High turnover in a mutual fund has real costs to shareholders. Until recently, however, mutual funds did not suffer from the tax consequences of their moves. With no incentive to restrain any turnover tendencies, average turnover increased from 33 percent in 1975 to 73 percent in 1994 to more than 100 percent in recent years.

Mutual funds’ prospectuses are where you’ll find annual results on an after-tax basis. Funds must offer this data in their prospectuses, but needn’t do so in their sales and marketing materials. It’s smart to learn as much as you can about a fund before investing by reading its prospectus and not just misleading ads.

Learn more about promising mutual funds at www.championfunds.fool.com and www.morningstar.com.

Ask the Fool

Q: My investment club has some stinkers in our portfolio, but we’re waiting for them to recover a bit so we can get our money back before selling. Is this smart? — F.C., Landing, N.J.

A: Not really. Your money is more likely to grow if it’s invested only in your best ideas. Imagine that your shares of Farm Dogs Inc. (ticker: BINGO) are underwater by $800 and that out of all the firms your club has studied, there are 12 that you think have the best potential to appreciate. If you sell your Farm Dogs shares for a loss and move what’s left into one of those 12 companies, you’re more likely to earn that $800 back — and more. Why try to earn a certain amount in a stock you’ve lost faith in when you can more reliably earn it elsewhere?

Still, hanging on to the stinkers might be the right thing to do if the company is merely experiencing a temporary blip and your research suggests it still has strong prospects.

My Dumbest Investment

My smartest investment was purchasing 100 shares of IBM stock in 1962. My dumbest move was following the advice of my broker and selling them a month later. The broker said that his company’s research department was forecasting a gloomy performance, with a cut in dividends in the near future. My main blunder was forgetting the many good reasons I originally bought the stock. — George Craft, Lakeland, Fla.

The Fool Responds: It’s useful to jot down the reasons you buy any stock and to review them regularly, to make sure they’re still valid. If you wonder now and then what those 100 shares would be worth today, the nice folks at IBM did the math for us. One hundred shares bought in 1962 would have grown to 7,680 shares today.

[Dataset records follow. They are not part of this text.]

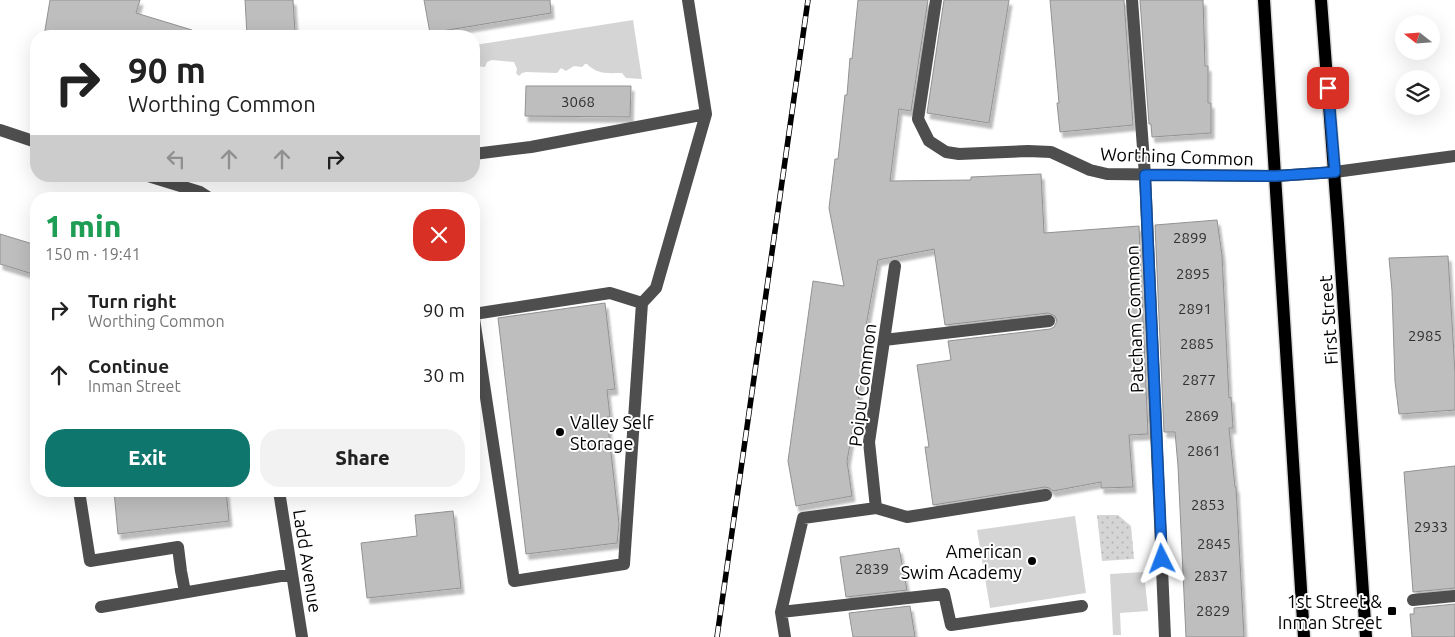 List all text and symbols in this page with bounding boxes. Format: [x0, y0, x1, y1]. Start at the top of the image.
north arrow [1395, 15, 1440, 60]
map controls [1395, 15, 1440, 115]
icon: right [45, 50, 110, 115]
text: 90 m [128, 50, 206, 90]
pin [1307, 67, 1349, 109]
button: layers [1395, 70, 1440, 115]
icon: arrive [1314, 74, 1342, 102]
text: Worthing Common [128, 91, 316, 116]
house number: 3068 [561, 93, 595, 110]
street label: Worthing Common [1100, 143, 1254, 169]
icon: left [162, 145, 190, 173]
icon: ahead [215, 145, 243, 173]
icon: ahead [268, 145, 296, 173]
icon: right [321, 145, 349, 173]
text: 1 min [45, 209, 121, 243]
button: close [413, 209, 465, 261]
house number: 2899 [1173, 229, 1207, 246]
text: 150 m · 19:41 [45, 245, 141, 263]
street label: Patcham Common [1121, 245, 1147, 393]
house number: 2895 [1176, 265, 1210, 282]
street label: First Street [1315, 274, 1341, 366]
text: Turn right [88, 290, 176, 312]
icon: right [45, 296, 73, 324]
text: 90 m [423, 299, 465, 321]
house number: 2891 [1178, 300, 1212, 317]
text: Worthing Common [88, 312, 225, 330]
street label: Poipu Common [845, 322, 879, 448]
house number: 2985 [1408, 327, 1442, 344]
house number: 2885 [1180, 335, 1214, 352]
text: Continue [88, 355, 169, 377]
icon: ahead [45, 361, 73, 389]
text: 30 m [423, 364, 465, 386]
house number: 2877 [1182, 371, 1216, 388]
text: Inman Street [88, 377, 181, 395]
house number: 2869 [1185, 407, 1219, 424]
place label: Valley Self Storage [570, 412, 654, 453]
marker: Valley Self Storage [554, 426, 566, 438]
button: Exit [45, 429, 250, 487]
button: Share [260, 429, 465, 487]
house number: 2861 [1187, 442, 1221, 459]
house number: 2853 [1191, 496, 1225, 513]
street label: Ladd Avenue [290, 508, 326, 614]
house number: 2933 [1414, 518, 1448, 535]
position arrow [1135, 532, 1187, 584]
house number: 2845 [1197, 535, 1231, 552]
place label: American Swim Academy [901, 541, 1022, 582]
marker: American Swim Academy [1026, 555, 1038, 567]
house number: 2839 [855, 560, 889, 577]
house number: 2837 [1194, 567, 1228, 584]
place label: 1st Street & Inman Street [1278, 591, 1382, 632]
house number: 2829 [1196, 602, 1230, 619]
marker: 1st Street & Inman Street [1386, 605, 1398, 617]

You would have received about $150,000 in dividends alone over the 42 years and your shares would be worth more than $650,000 today. (Note that 100 shares in 1962 would have cost you $43,900 at the time.) The average annual growth rate of your investment would have been around 7 percent.

The Motley Fool Take

Ann Taylor (NYSE: ANN) may be poised to celebrate its 50th anniversary later this year, but the concept’s still fresh, with most of its recent success owed to its younger offspring, Ann Taylor Loft.

Ann Taylor’s first-quarter earnings rocketed 78 percent to $31.8 million, while net sales increased 23 percent to $433.2 million and “same-store” sales (at stores open a year or longer) advanced 12 percent. The lower-priced Loft division has been the real story for quite some time now. It generates 43 percent of sales, and in the first quarter its same-store sales jetted 25 percent higher.

Ann Taylor hasn’t increased its performance expectations for upcoming quarters, which has disappointed some investors. Still, this is a company worth keeping an investor’s eye on.